L'histoire commence ainsi :

Le 18 juin 1752, le greffier en chef de l'amirauté de Vannes, François LE CROISIER, reçut un express(1) de KERSAL, greffier à l'amirauté de Port-Louis :

« Monsieur,

De jeunes gens se promenants le long de la côte derrière les murs de cette ville, trouvèrent hier, dans une anse, un enfant nouveau né qui y avoit été enterré et couvert légèrement de pierres. Aussistost que l'on m'en donna avis je me transportay sur les lieux pour examiner le fait, et je vis effectivement cet enfant sur le sable dans un endroit que la mer couvre et découvre à chaque marée, et comme ce délit est de la compétence de l'amirauté je vous envois cet exprés pour en informer les juges, en attendant leur arrivée, j'ay fait porter cet enfant à la grande porte de cette ville devant le corps de garde et en ay donné la consigne, de crainte qu'il n'eut été mangé par les chiens ou les oiseaux.

J'ay l'honneur d'être très respectueusement, Monsieur, Votre très humble et très obéissant serviteur,

G. Kersal »


Le jour-même, le greffier en chef lançait une procédure.

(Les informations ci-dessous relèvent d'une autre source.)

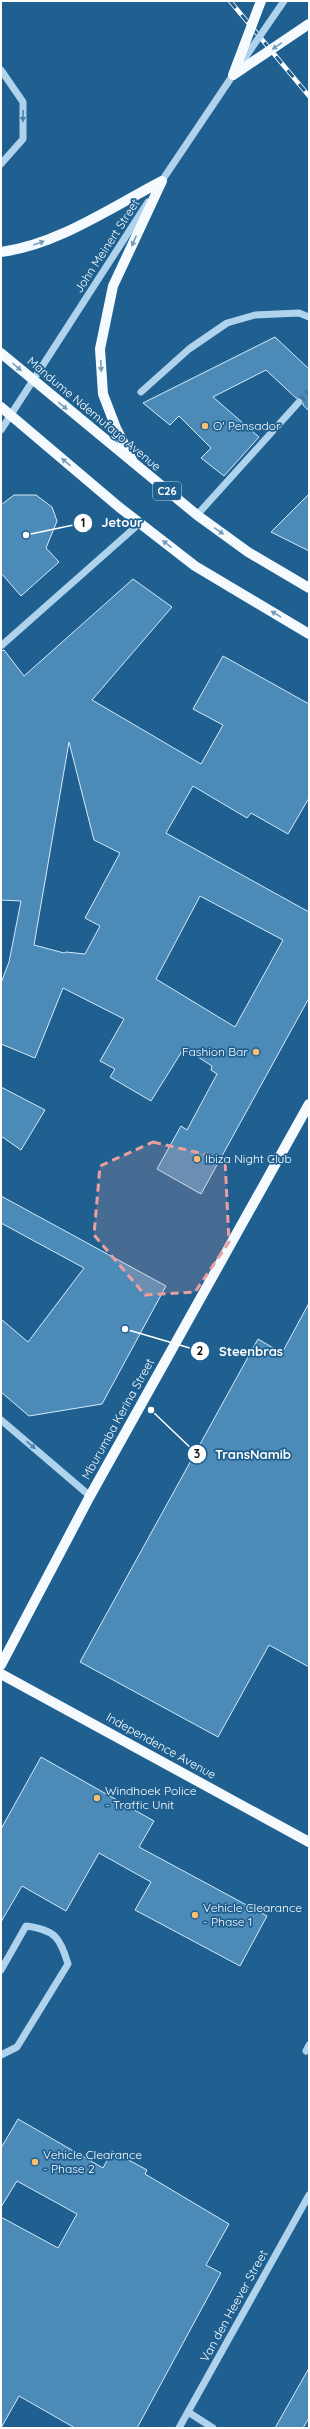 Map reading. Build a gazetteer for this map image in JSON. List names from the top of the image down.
{
  "streets": {
    "main road": [
      "Mandume Ndemufayo Avenue",
      "C26",
      "Mburumba Kerina Street",
      "Independence Avenue"
    ],
    "street": ["John Meinert Street", "Van den Heever Street"]
  },
  "crossings": [
    ["John Meinert Street", "Mandume Ndemufayo Avenue"]
  ],
  "places": [
    "O' Pensador",
    "Jetour",
    "Fashion Bar",
    "Ibiza Night Club",
    "Steenbras",
    "TransNamib",
    "Windhoek Police - Traffic Unit",
    "Vehicle Clearance - Phase 1",
    "Vehicle Clearance - Phase 2"
  ]
} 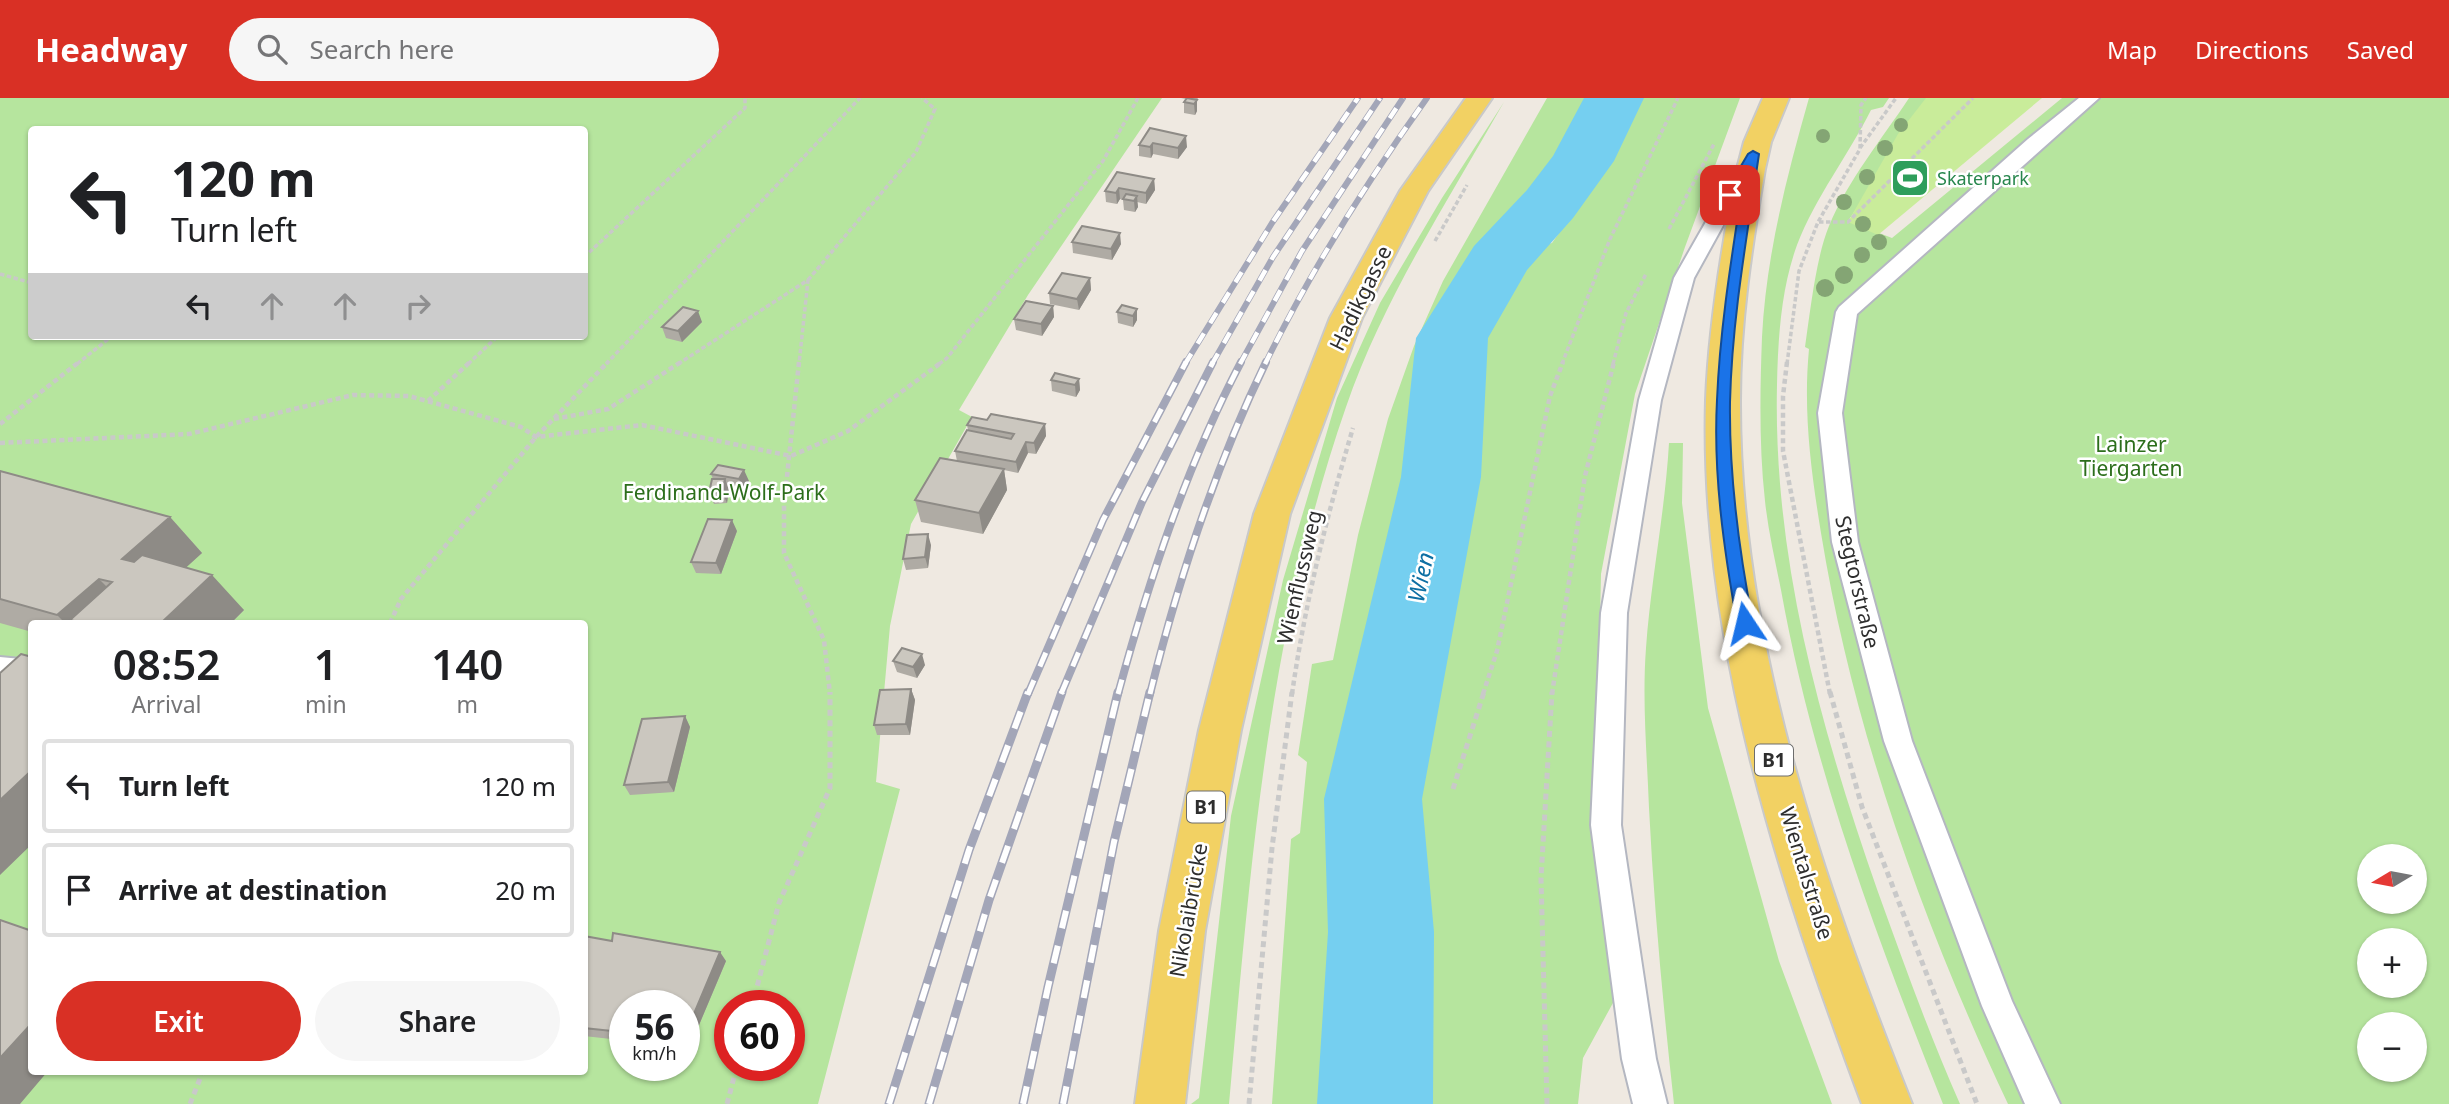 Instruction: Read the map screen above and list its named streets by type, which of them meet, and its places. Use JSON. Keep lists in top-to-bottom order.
{
  "streets": {
    "main road": [
      "Hadikgasse",
      "B1",
      "Wientalstraße",
      "Nikolaibrücke"
    ],
    "lane": ["Stegtorstraße"],
    "path": ["Wienflussweg"]
  },
  "crossings": [
    ["Hadikgasse", "Nikolaibrücke"]
  ],
  "water": ["Wien"],
  "parks": ["Lainzer Tiergarten", "Ferdinand-Wolf-Park"],
  "places": {
    "sports": ["Skaterpark"]
  },
  "north": "left",
  "page": {
    "header": "Headway",
    "search": "Search here",
    "nav": ["Map", "Directions", "Saved"],
    "turn": ["120 m", "Turn left"],
    "eta": [
      "08:52",
      "Arrival",
      "1",
      "min",
      "140",
      "m"
    ],
    "list": [
      {
        "name": "Turn left",
        "value": "120 m"
      },
      {
        "name": "Arrive at destination",
        "value": "20 m"
      }
    ],
    "map_buttons": ["+", "−"],
    "buttons": ["Exit", "Share"],
    "speed": "56 km/h",
    "limit": "60"
  }
} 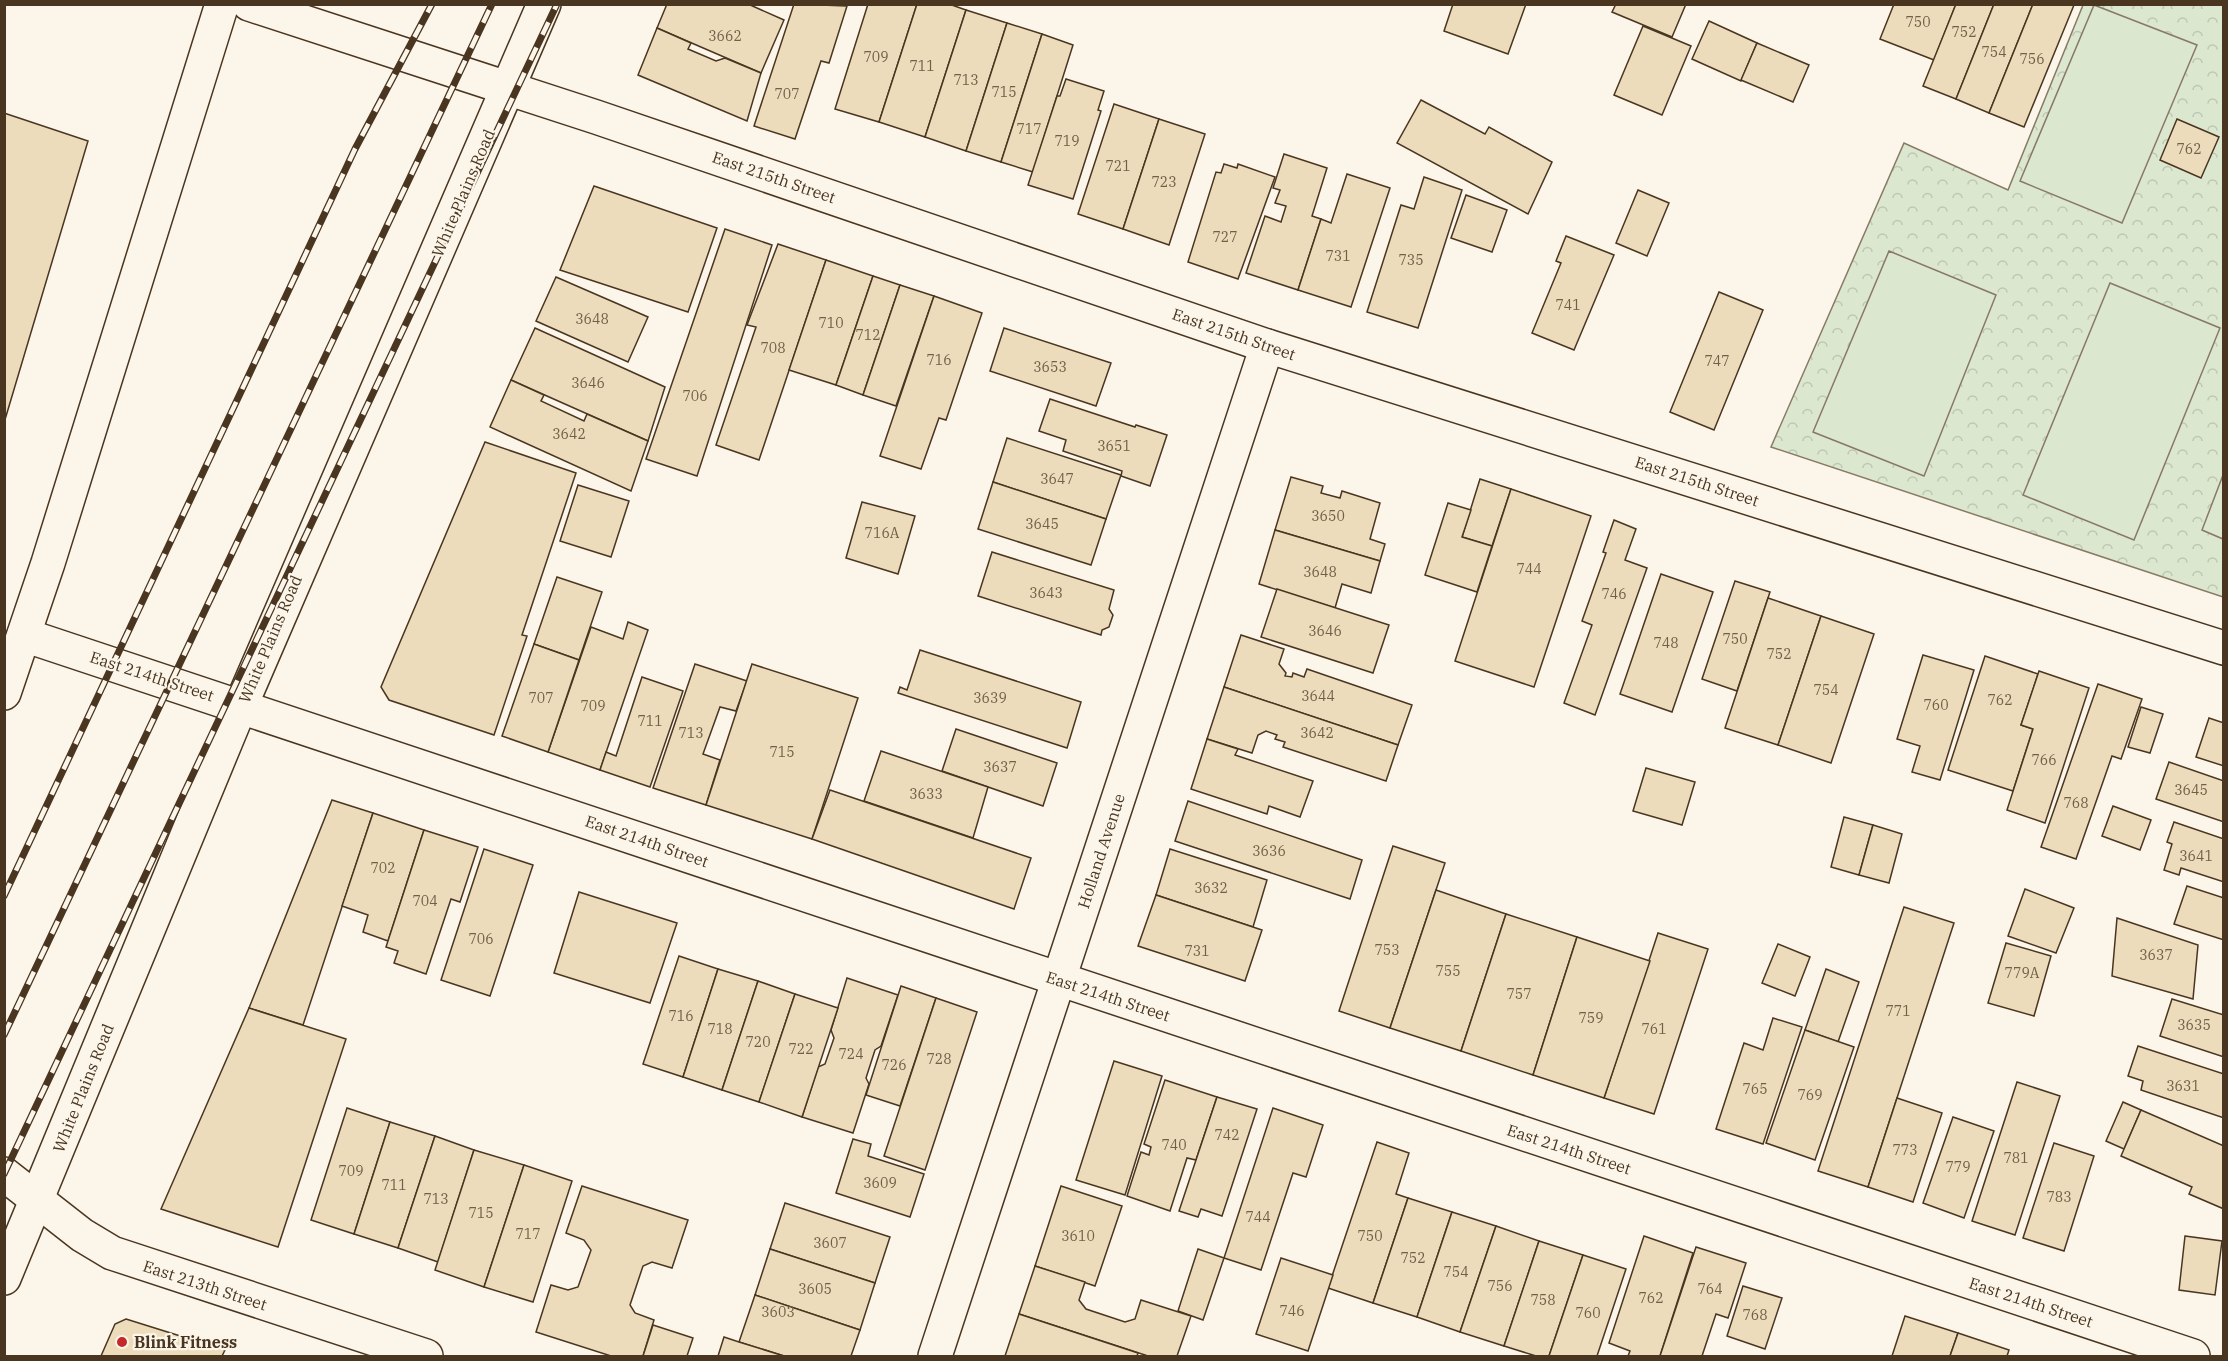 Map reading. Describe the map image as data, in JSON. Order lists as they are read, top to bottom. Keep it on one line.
{"streets":{"street":["East 215th Street","White Plains Road","East 214th Street","Holland Avenue","East 213th Street"]},"crossings":[["East 215th Street","White Plains Road"],["East 215th Street","Holland Avenue"],["White Plains Road","East 214th Street"],["White Plains Road","East 213th Street"],["East 214th Street","Holland Avenue"]],"places":["Blink Fitness"],"house_numbers":["750","752","3662","754","709","756","711","713","715","707","717","719","762","721","723","727","731","735","741","3648","710","712","708","716","747","3653","3646","706","3642","3651","3647","3650","3645","716A","744","3648","3643","746","3646","750","748","752","754","3644","707","3639","762","760","709","711","713","3642","715","766","3637","3645","3633","768","3636","3641","702","3632","704","706","753","731","3637","755","779A","757","771","716","759","3635","718","761","720","722","724","728","726","3631","765","769","742","740","773","781","779","709","3609","711","783","713","715","744","717","3610","750","3607","752","754","756","3605","764","762","758","746","3603","760","768"]}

S'ensuivit cette missive, écrite de la main d'un certain DE LIMUR. Il s'agissait de Noël BOURGEOIS, écuyer Sieur de Limur, conseiller du Roi et lieutenant général civil et criminel du siège de l'amirauté de l’évêché de Vannes.

« Je vous prie Monsieur d'engager deux des Mess' les avocats a descendre au Port Louis avec un ou deux chirurgiens. Ils seront bien payés. Sur le domaine la commission est aisée . Il n'y aura qu'à faire l'ouverture du corps et entendre quelques témoins, à moins qu'on ait connaissce de la coupable.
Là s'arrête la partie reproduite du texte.